Internisten versorgen überproportional viele ältere und multimorbide Patienten mit Erkrankungen wie Herzinsuffizienz, Diabetes, COPD oder Niereninsuffizienz. Diese Patienten kommen häufig mit Rollator, Gehstock oder Rollstuhl in die Praxis und haben lange Wartezeiten zu überbrücken. Barrierefreiheit bedeutet für internistische Praxen deshalb nicht nur zugängliche Eingänge, sondern auch komfortable, langzeitstabile Sitzgelegenheiten und Untersuchungsinfrastruktur.
Das Wichtigste in Kürze
- Multimorbide Patienten haben lange Praxisaufenthalte; der Wartebereich muss ergonomisch und barrierefrei sein
- EKG-Liegen, Ergometrie-Fahrräder und Sonographiegeräte müssen für mobilitätseingeschränkte Patienten zugänglich sein
- Infusionstherapien erfordern barrierefreie Behandlungsräume mit ausreichend Manövrierfläche
Barrierefreiheit speziell für Internisten
Internistische Praxen mit Schwerpunkten in der Kardiologie, Gastroenterologie oder Onkologie haben eine besondere Ausstattungsdichte: EKG-Geräte, Ergometer, Langzeit-EKG-Empfänger, Endoskopie-Einheiten. All diese Geräte müssen für Patienten mit eingeschränkter Mobilität bedienbar und zugänglich sein. Besonders kritisch: Das Ergometer-Fahrrad für Belastungs-EKGs ist für Patienten mit Beinprothesen oder schwerer Arthrose nicht nutzbar; die Praxis braucht eine alternative Belastungsuntersuchung als Fallback.
Infusionsräume für Eiseninfusionen, Chemotherapiebegleittherapien oder Bisphosphonat-Gaben müssen ausreichend dimensioniert sein: Liegestühle mit Fußteil, Rollstuhlstellfläche und Ruf- oder Klingelanlage für den Patienten im Liegen.
Worauf Internisten besonders achten sollten
Der Wartebereich ist bei Internisten besonders lange genutzt; Stühle sollten erhöhte Sitzhöhe (50 bis 55 cm) und Armlehnen haben, damit ältere Patienten selbstständig aufstehen können. Die Toilette muss in der Nähe des Wartebereichs barrierefrei erreichbar sein; für COPD-Patienten und Herzinsuffizienz-Patienten ist jeder unnötige Weg eine Belastung.

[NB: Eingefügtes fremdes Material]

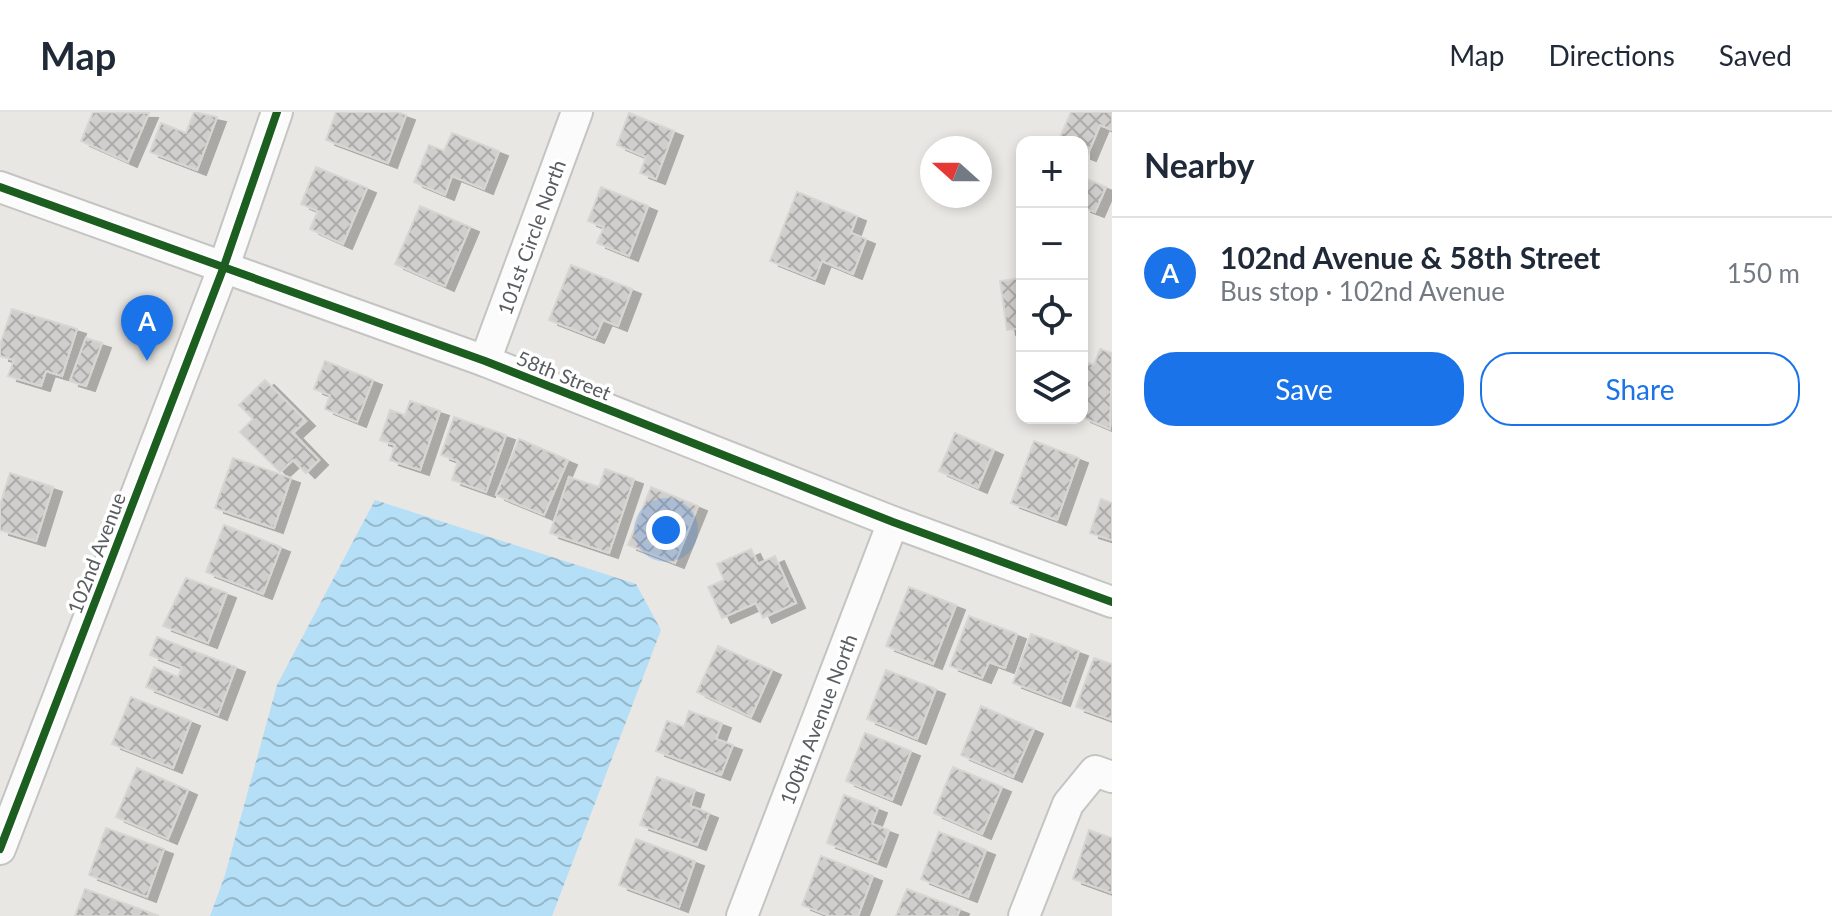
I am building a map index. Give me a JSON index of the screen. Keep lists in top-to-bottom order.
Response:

Ärzteversichert empfiehlt, bei der Einrichtungsversicherung die Ausstattungskosten für barrierefreie Möbel und Geräte gesondert zu erfassen.
Typische Fehler bei Internisten
Ein häufiger Fehler sind zu niedrige Wartestühle ohne Armlehnen; ältere Patienten benötigen Aufstehhilfen und stürzen häufig beim Aufstehen von zu niedrigen Stühlen. Ein zweiter Fehler ist der Verzicht auf einen gesonderten Ruheraum nach Belastungsuntersuchungen; dort können Komplikationen auftreten, die ohne barrierefreie Infrastruktur schlechter beherrschbar sind. Dritter Fehler: Das Infusionszimmer hat keine Klingelanlage, sodass Patienten mit Komplikationen nicht rechtzeitig Hilfe rufen können.
Fazit
Internisten versorgen die Patienten mit dem höchsten Barrierefreiheitsbedarf; eine durchdachte Praxisgestaltung schützt diese vulnerablen Gruppen und verbessert die Versorgungsqualität nachhaltig. Weitere Artikel finden Sie in der Blog-Übersicht.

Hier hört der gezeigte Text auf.